Storm Lake Times: Grassley should listen (Editorial). “Senate Judiciary Committee Chairman Chuck Grassley, R-Iowa, is fond of quoting historical precedent for denying President Obama’s nominee to the Supreme Court hearings or a confirmation vote. He really likes to dredge up former Judiciary Committee Chairman — now Vice President — Joe Biden’s remarks from decades ago to justify not considering a nominee during a presidential election year.  The argument is specious. Grassley and his boss, Senate Majority Leader Mitch McConnell, acknowledge that this is a political action. Grassley said Obama does not deserve to send up a nominee because he has not been deferential enough towards the Republican leadership. That’s political. And it’s at odds with the American people, two-thirds of whom believe the Senate should act on the President’s nominee.  We hope that Grassley has consulted himself with more recent history, such as within the last two months. There he would learn that US Supreme Court Justice John Roberts fretted 10 days before Justice Antonin Scalia’s death that the judicial nomination process was becoming too politicized. Here is what Justice Roberts told New England Law, a private law school in Boston in February, reported by The New York Times on Monday:  ‘When you have a sharply political, divisive hearing process, it increases the danger that whoever comes out of it will be viewed in those terms. If the Democrats and Republicans have been fighting so fiercely about whether you’re going to be confirmed, it’s natural for some member of the public to think, well, you must be identified in a particular way as a result of that process. We don’t work as Democrats and Republicans, and I think it’s a very unfortunate impression the public might get from the confirmation process.’  Chief Justice Roberts was appointed by President George W. Bush.”

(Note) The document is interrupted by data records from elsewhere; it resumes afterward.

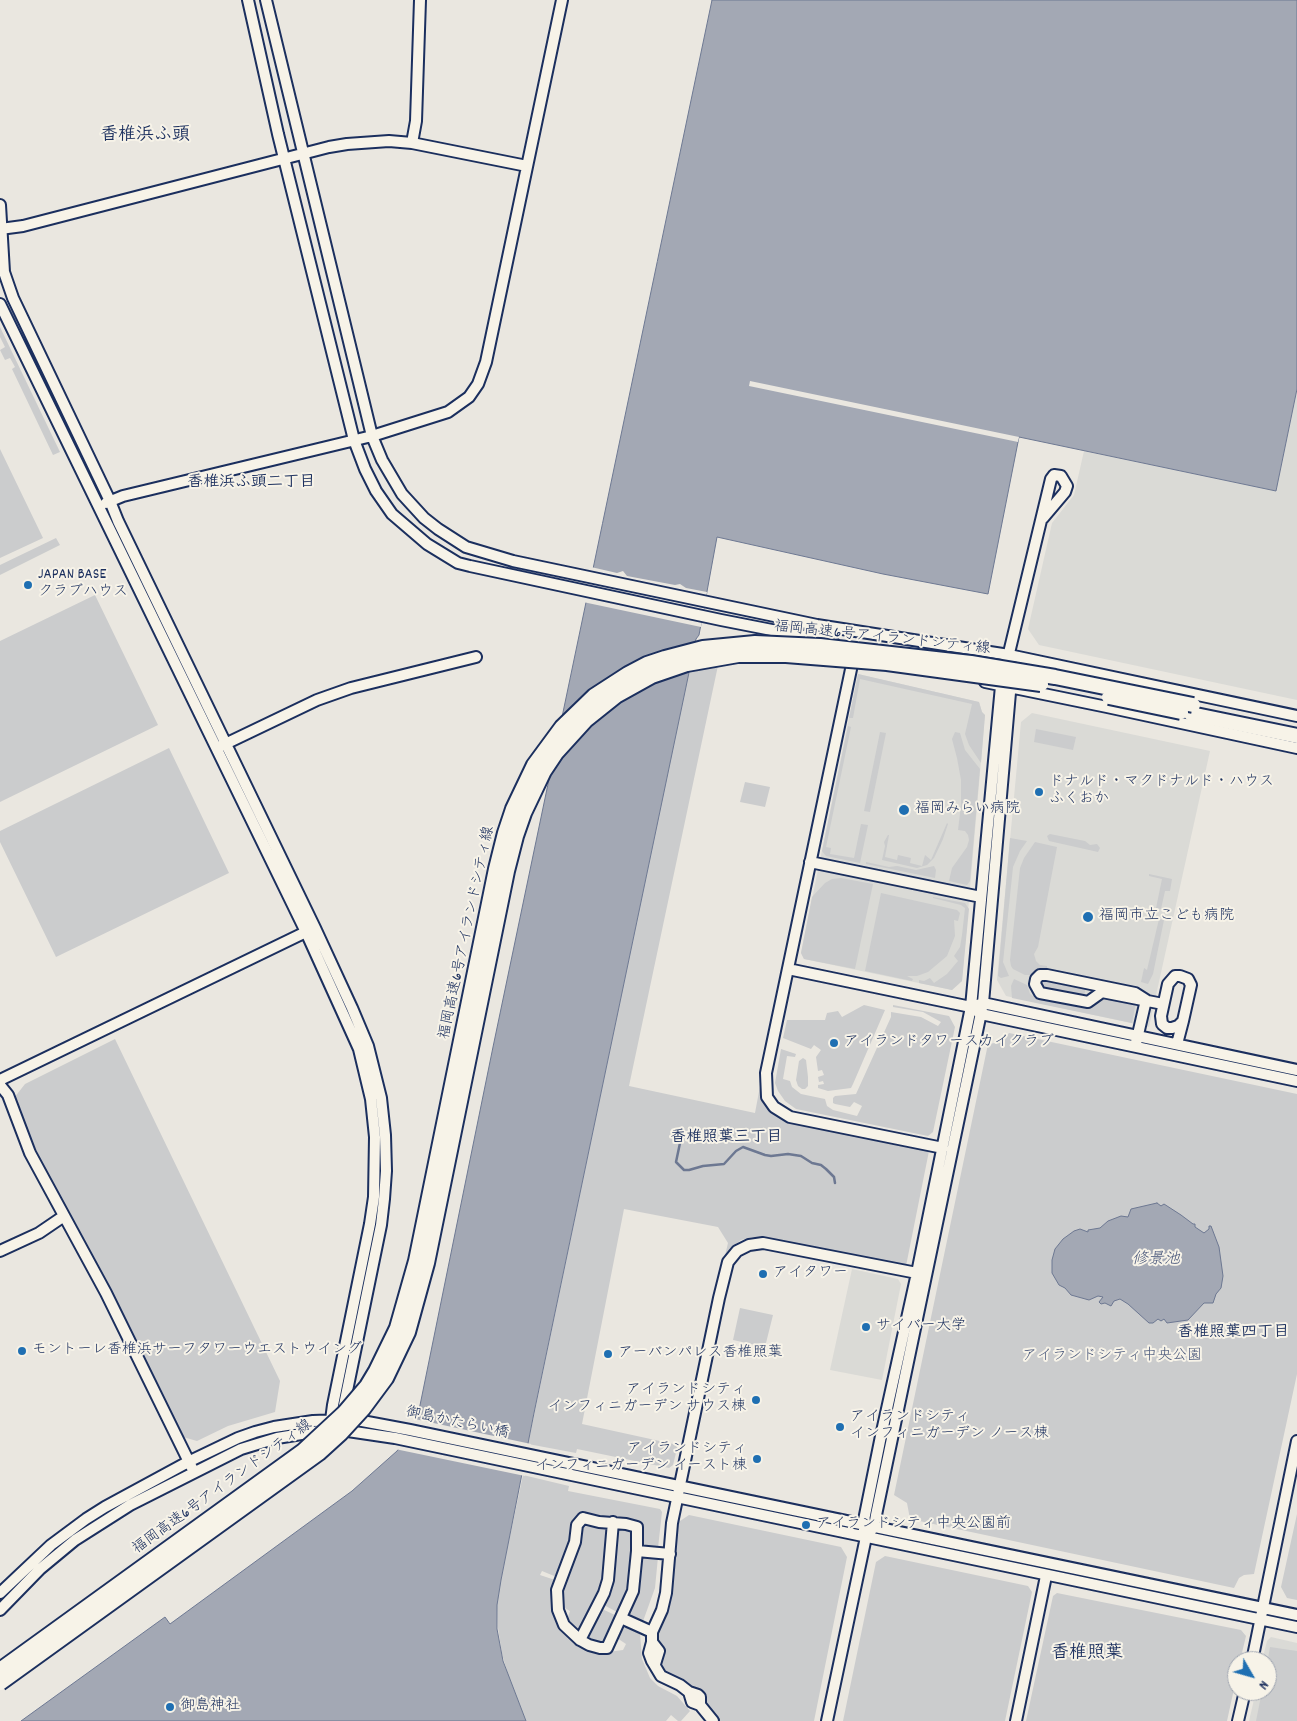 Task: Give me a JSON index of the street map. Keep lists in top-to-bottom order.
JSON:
{
  "streets": {
    "highway": ["福岡高速6号アイランドシティ線"],
    "street": ["御島かたらい橋"]
  },
  "districts": [
    "香椎浜ふ頭",
    "香椎浜ふ頭二丁目",
    "香椎照葉三丁目",
    "香椎照葉四丁目",
    "香椎照葉"
  ],
  "water": ["修景池"],
  "parks": ["アイランドシティ中央公園"],
  "places": [
    "JAPAN BASE クラブハウス",
    "ドナルド・マクドナルド・ハウス ふくおか",
    "福岡みらい病院",
    "福岡市立こども病院",
    "アイランドタワースカイクラブ",
    "アイタワー",
    "サイバー大学",
    "モントーレ香椎浜サーフタワーウエストウイング",
    "アーバンパレス香椎照葉",
    "アイランドシティ インフィニガーデン サウス棟",
    "アイランドシティ インフィニガーデン ノース棟",
    "アイランドシティ インフィニガーデン イースト棟",
    "アイランドシティ中央公園前",
    "御島神社"
  ],
  "north": "bottom right"
}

Sioux City Journal: Supreme Court vacancy creates still another political spectacle (Editorial). “To this point, no Republican, including Iowa Senators Charles Grassley (who chairs the Judiciary Committee) and Joni Ernst, is willing to take the high road, in spite of past political battles, and advocate for putting politics aside and doing what's right.  As we have said before, we believe the Senate should take up Obama's nomination. In our view, the Senate should perform its ‘advice and consent’ responsibility by giving Garland a full, fair vetting. In the end, individual senators should explain to Americans why they support or oppose him. If the Garland nomination fails, so be it, but the process set forth in the Constitution deserves respect and Garland deserves a hearing.  In other words, senators should do their jobs.  Instead, it appears, we will witness nothing more than still another political spectacle.”

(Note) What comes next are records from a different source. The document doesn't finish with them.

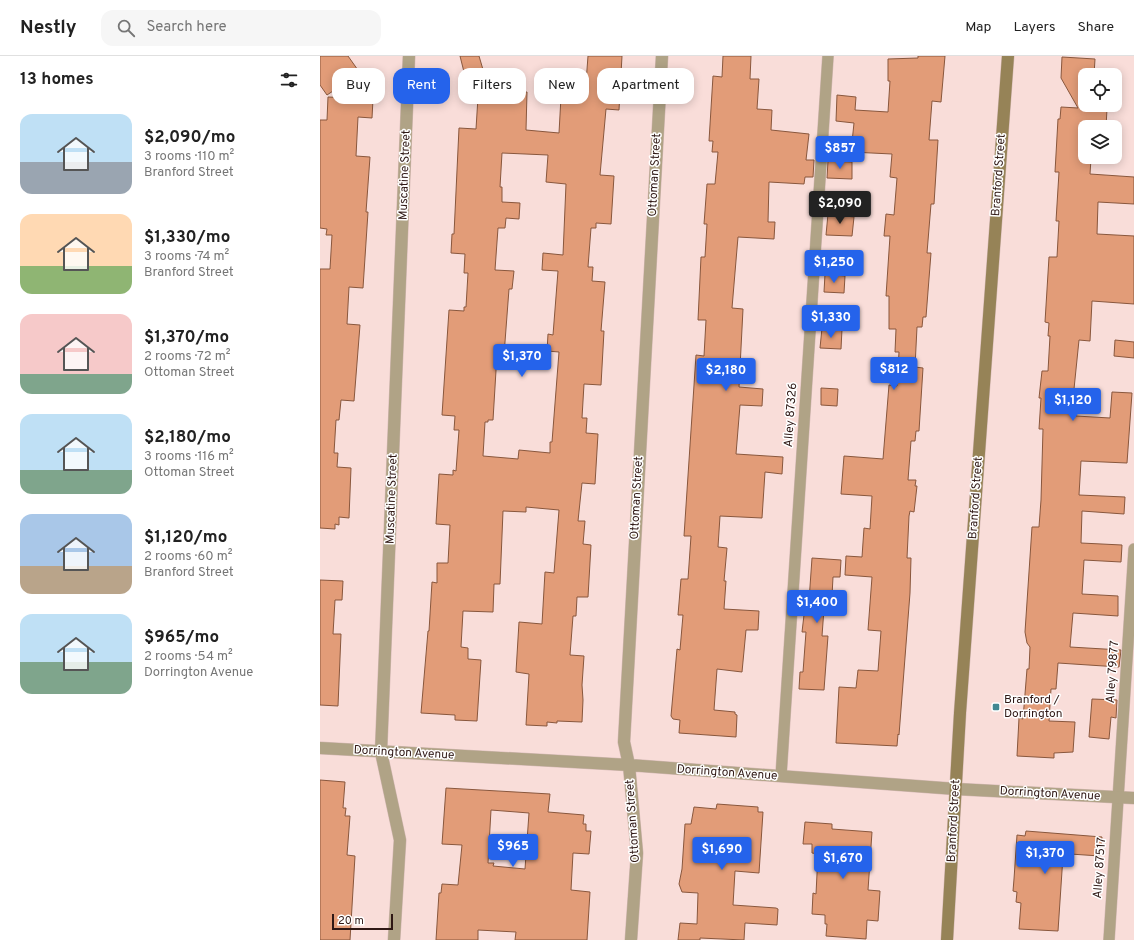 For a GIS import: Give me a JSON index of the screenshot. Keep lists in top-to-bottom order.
{
  "streets": {
    "main road": ["Branford Street"],
    "street": ["Muscatine Street", "Ottoman Street", "Dorrington Avenue"],
    "lane": ["Alley 87326", "Alley 79877", "Alley 87517"]
  },
  "crossings": [
    ["Muscatine Street", "Dorrington Avenue"],
    ["Ottoman Street", "Dorrington Avenue"],
    ["Branford Street", "Dorrington Avenue"],
    ["Alley 87326", "Dorrington Avenue"],
    ["Alley 79877", "Dorrington Avenue"],
    ["Alley 79877", "Alley 87517"],
    ["Dorrington Avenue", "Alley 87517"]
  ],
  "places": {
    "transit": ["Branford / Dorrington"]
  },
  "scale_bar": "20 m",
  "page": {
    "header": "Nestly",
    "search": "Search here",
    "nav": ["Map", "Layers", "Share"],
    "heading": "13 homes",
    "chip": [
      "Buy",
      "Rent",
      "Filters",
      "New",
      "Apartment"
    ],
    "list": [
      {
        "name": "$2,090/mo",
        "note": "3 rooms · 110 m² · Branford Street"
      },
      {
        "name": "$1,330/mo",
        "note": "3 rooms · 74 m² · Branford Street"
      },
      {
        "name": "$1,370/mo",
        "note": "2 rooms · 72 m² · Ottoman Street"
      },
      {
        "name": "$2,180/mo",
        "note": "3 rooms · 116 m² · Ottoman Street"
      },
      {
        "name": "$1,120/mo",
        "note": "2 rooms · 60 m² · Branford Street"
      },
      {
        "name": "$965/mo",
        "note": "2 rooms · 54 m² · Dorrington Avenue"
      }
    ],
    "price": [
      "$857",
      "$2,090",
      "$1,250",
      "$1,330",
      "$1,370",
      "$812",
      "$2,180",
      "$1,120",
      "$1,400",
      "$965",
      "$1,690",
      "$1,370",
      "$1,670"
    ],
    "scale": "20 m"
  }
}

Quad City Times: Majority's Voice Ignored In SCOTUS Stall (Editorial). “Here's a number for you, Sen. Grassley: 816,429. That's how many Iowans preferred President Barack Obama over Mitt Romney in 2012. That's how many ‘voices’ your utter obstructionism is silencing from your home state in the name of false principle and partisanship. Chuck Grassley continued to impale himself on his party-first sword last week, following Obama's nomination of centrist U.S. appellate Judge Merrick Garland to the U.S. Supreme Court. Garland won't get the hearing before Grassley's Senate Judiciary Committee, as is outlined in the U.S. Constitution, Grassley said. Obama is a ‘lame duck,’ Grassley falsely asserted, as if November's General Election had come and gone. The ‘people’ must have a ‘voice’ at the polls, he sang in chorus with Majority Leader Mitch McConnell. Sorry, Senator. The people had a ‘voice.’ Obama -- the president congressional Republicans have tirelessly worked to undermine at every corner -- won by more than three million votes. Last time we checked, a president serves a four-year term. Grassley's intransigence and dereliction of duty is par for the course.”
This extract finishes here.